Instructions for the task.
Gather up every line from the entries below that uses the word "index".

[Dataset entries]
------------------------------

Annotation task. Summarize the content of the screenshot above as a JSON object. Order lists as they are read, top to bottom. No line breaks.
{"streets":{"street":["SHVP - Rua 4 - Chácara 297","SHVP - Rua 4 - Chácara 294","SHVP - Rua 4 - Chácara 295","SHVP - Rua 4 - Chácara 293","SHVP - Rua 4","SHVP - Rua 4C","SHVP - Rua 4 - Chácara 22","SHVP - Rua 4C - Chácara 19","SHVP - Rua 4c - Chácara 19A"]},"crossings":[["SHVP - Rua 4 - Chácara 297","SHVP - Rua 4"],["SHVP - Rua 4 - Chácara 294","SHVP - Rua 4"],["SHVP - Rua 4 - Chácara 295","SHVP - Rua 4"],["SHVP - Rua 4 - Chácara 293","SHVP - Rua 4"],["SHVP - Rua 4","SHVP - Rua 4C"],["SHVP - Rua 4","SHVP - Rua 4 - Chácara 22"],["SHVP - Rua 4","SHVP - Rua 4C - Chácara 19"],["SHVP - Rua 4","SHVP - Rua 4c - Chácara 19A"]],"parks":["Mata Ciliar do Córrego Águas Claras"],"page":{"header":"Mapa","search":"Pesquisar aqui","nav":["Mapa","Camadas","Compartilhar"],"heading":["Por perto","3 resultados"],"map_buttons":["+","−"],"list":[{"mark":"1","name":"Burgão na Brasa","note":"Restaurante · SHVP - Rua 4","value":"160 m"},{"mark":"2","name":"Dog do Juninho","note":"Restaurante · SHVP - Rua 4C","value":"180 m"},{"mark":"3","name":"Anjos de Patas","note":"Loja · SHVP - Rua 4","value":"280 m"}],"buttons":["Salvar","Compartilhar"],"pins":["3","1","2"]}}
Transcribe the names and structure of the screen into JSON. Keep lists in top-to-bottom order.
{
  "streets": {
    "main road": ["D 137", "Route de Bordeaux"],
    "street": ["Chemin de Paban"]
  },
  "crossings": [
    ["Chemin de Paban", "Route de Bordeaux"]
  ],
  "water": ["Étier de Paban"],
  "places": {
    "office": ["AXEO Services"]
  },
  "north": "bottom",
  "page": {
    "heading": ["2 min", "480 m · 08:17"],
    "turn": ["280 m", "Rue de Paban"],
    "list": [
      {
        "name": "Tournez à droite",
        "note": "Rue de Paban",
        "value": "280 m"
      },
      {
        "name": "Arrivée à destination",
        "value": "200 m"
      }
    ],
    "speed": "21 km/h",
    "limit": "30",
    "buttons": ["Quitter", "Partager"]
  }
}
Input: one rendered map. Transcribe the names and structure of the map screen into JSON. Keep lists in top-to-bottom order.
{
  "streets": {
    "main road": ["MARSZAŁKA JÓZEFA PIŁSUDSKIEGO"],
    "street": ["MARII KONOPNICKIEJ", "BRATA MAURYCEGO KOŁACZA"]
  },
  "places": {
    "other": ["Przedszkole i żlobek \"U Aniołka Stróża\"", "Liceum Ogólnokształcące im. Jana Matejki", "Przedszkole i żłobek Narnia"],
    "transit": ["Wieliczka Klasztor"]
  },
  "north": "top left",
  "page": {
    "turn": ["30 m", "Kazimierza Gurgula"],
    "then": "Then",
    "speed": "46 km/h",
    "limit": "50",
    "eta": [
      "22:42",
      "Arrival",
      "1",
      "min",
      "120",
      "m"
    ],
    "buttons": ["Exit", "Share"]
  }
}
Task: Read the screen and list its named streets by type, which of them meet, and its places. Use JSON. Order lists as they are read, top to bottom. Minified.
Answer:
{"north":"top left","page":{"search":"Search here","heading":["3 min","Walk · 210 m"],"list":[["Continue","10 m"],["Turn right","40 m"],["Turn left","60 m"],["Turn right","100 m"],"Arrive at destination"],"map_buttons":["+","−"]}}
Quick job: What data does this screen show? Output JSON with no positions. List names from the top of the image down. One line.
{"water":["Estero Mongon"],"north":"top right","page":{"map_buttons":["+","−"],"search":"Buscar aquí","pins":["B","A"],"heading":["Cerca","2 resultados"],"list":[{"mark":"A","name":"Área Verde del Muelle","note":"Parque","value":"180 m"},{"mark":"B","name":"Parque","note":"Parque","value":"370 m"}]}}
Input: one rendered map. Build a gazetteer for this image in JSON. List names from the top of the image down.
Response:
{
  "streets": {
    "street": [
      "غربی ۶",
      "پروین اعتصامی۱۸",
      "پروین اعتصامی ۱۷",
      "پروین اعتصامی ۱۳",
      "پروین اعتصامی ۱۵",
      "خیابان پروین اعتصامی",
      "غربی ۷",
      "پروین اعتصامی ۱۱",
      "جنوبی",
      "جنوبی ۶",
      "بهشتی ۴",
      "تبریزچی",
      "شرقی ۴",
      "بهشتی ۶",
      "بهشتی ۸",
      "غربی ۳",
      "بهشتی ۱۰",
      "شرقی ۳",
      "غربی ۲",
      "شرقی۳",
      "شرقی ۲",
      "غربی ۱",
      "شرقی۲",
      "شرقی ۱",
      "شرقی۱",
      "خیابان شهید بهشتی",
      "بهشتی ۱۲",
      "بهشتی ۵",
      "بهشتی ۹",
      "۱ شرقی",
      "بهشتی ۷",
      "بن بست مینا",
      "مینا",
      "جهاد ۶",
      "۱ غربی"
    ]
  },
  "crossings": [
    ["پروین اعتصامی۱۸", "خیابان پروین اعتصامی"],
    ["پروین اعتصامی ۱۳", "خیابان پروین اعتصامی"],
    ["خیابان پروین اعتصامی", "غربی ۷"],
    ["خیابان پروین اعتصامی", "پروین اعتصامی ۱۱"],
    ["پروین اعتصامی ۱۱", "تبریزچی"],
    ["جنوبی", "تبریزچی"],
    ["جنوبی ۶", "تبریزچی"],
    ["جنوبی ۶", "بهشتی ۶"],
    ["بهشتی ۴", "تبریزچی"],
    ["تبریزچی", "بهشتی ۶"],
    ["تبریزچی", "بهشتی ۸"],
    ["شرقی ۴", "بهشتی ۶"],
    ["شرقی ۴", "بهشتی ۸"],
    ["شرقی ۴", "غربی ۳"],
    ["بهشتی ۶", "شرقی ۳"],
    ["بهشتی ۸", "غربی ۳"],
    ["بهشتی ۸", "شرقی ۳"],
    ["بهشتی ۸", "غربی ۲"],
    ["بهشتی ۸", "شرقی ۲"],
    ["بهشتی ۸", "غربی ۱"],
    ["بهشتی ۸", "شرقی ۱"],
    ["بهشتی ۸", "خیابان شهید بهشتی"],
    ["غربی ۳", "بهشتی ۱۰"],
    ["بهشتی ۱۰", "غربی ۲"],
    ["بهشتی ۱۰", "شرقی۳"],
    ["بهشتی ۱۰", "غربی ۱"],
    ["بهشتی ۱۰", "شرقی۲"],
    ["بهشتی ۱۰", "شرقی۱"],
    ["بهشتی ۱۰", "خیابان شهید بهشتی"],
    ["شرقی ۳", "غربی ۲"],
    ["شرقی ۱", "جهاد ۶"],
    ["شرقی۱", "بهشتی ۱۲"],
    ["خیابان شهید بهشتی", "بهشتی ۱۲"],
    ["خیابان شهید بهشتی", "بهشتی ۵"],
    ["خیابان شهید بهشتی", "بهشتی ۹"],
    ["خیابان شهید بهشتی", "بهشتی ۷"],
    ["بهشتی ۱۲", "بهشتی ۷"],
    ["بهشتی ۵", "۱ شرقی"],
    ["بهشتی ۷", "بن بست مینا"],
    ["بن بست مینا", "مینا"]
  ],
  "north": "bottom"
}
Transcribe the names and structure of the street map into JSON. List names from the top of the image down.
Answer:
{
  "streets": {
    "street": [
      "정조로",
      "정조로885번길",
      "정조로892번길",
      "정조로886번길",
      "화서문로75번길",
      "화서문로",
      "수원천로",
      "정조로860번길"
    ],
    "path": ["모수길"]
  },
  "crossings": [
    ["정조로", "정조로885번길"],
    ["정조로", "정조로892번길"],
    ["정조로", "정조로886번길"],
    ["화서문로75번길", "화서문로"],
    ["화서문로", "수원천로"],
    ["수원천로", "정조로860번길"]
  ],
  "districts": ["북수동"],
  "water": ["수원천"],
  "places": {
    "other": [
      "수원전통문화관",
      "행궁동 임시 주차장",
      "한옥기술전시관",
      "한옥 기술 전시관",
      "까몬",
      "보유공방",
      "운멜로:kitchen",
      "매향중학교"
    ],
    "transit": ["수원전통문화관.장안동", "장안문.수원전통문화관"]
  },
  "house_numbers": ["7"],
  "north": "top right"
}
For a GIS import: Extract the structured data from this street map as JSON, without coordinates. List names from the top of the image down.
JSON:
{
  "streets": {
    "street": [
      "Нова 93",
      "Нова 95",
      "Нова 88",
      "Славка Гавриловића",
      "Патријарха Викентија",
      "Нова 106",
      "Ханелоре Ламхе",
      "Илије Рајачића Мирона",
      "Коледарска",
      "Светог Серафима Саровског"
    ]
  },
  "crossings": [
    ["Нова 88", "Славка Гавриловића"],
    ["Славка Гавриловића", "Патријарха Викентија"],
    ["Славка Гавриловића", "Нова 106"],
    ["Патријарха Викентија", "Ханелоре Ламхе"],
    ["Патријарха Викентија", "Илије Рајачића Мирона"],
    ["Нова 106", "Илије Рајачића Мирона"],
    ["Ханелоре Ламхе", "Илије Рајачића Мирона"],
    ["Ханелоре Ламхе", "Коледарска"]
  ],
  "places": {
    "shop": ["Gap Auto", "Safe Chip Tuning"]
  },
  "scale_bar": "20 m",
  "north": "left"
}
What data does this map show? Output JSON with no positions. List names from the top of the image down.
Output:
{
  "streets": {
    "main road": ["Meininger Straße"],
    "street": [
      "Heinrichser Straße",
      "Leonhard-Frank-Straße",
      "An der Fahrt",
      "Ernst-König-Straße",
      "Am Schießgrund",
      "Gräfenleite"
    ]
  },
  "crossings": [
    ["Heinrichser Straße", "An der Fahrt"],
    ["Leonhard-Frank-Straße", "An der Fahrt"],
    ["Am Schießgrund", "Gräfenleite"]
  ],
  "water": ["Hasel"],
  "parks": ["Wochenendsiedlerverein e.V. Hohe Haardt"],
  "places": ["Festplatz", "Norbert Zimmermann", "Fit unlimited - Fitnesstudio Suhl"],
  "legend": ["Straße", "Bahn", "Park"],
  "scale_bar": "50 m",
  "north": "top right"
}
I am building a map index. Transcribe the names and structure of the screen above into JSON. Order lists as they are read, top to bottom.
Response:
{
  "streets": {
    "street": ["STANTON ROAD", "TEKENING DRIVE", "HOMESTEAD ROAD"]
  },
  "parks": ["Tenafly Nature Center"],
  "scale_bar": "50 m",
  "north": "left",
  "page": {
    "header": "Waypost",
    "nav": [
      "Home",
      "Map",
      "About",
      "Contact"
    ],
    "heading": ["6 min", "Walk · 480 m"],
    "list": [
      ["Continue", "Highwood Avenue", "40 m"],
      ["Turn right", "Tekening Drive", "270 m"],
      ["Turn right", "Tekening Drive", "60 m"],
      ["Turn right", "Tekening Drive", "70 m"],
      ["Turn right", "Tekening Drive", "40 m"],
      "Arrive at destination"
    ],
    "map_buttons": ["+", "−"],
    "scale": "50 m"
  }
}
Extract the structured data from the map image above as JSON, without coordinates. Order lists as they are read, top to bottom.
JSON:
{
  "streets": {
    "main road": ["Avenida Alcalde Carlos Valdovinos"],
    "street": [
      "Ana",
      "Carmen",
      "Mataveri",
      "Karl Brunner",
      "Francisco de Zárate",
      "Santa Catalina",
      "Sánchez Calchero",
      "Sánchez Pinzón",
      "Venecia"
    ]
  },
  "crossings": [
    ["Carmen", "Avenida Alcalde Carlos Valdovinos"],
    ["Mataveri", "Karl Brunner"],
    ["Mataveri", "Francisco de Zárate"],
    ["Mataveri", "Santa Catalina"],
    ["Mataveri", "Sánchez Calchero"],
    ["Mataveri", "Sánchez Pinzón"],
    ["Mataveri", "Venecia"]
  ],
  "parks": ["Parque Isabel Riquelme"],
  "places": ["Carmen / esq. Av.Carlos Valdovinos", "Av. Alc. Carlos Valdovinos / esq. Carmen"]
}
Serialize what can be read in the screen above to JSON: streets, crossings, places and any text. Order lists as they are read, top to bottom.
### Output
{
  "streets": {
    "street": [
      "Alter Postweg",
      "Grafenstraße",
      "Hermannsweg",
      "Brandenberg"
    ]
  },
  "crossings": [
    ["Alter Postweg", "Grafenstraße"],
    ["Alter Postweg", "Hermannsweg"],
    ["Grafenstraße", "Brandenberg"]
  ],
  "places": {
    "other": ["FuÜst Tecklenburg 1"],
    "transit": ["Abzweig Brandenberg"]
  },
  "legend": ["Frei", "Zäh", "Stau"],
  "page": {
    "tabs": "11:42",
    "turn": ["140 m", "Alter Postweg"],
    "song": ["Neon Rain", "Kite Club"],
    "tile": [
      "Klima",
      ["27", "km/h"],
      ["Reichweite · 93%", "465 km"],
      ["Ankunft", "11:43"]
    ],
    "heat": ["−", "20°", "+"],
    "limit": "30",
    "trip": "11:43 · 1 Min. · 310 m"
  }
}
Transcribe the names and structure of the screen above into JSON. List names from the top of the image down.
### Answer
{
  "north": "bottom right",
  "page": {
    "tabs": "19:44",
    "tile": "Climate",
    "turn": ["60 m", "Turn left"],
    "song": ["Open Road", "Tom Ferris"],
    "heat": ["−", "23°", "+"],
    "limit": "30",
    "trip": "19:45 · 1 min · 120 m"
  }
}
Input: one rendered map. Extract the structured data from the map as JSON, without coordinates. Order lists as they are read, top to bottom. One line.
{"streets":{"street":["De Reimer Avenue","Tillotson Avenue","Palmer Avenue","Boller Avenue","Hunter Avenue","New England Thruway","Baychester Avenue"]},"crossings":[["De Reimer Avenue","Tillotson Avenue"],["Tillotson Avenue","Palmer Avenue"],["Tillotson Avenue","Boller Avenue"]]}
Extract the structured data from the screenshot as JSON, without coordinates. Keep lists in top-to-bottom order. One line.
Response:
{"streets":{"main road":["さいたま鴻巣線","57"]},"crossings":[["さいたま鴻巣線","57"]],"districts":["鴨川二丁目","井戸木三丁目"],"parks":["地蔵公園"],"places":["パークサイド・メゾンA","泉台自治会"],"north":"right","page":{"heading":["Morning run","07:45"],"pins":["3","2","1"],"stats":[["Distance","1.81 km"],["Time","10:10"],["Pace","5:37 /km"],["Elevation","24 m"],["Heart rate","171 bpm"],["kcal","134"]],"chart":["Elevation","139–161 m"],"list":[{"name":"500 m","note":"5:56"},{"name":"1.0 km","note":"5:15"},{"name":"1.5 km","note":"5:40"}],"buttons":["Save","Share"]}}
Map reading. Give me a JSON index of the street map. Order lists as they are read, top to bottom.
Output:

------------------------------

Exercise solution.
I am building a map index. Transcribe the names and structure of the screen above into JSON. Order lists as they are read, top to bottom.
Map reading. Give me a JSON index of the street map. Order lists as they are read, top to bottom.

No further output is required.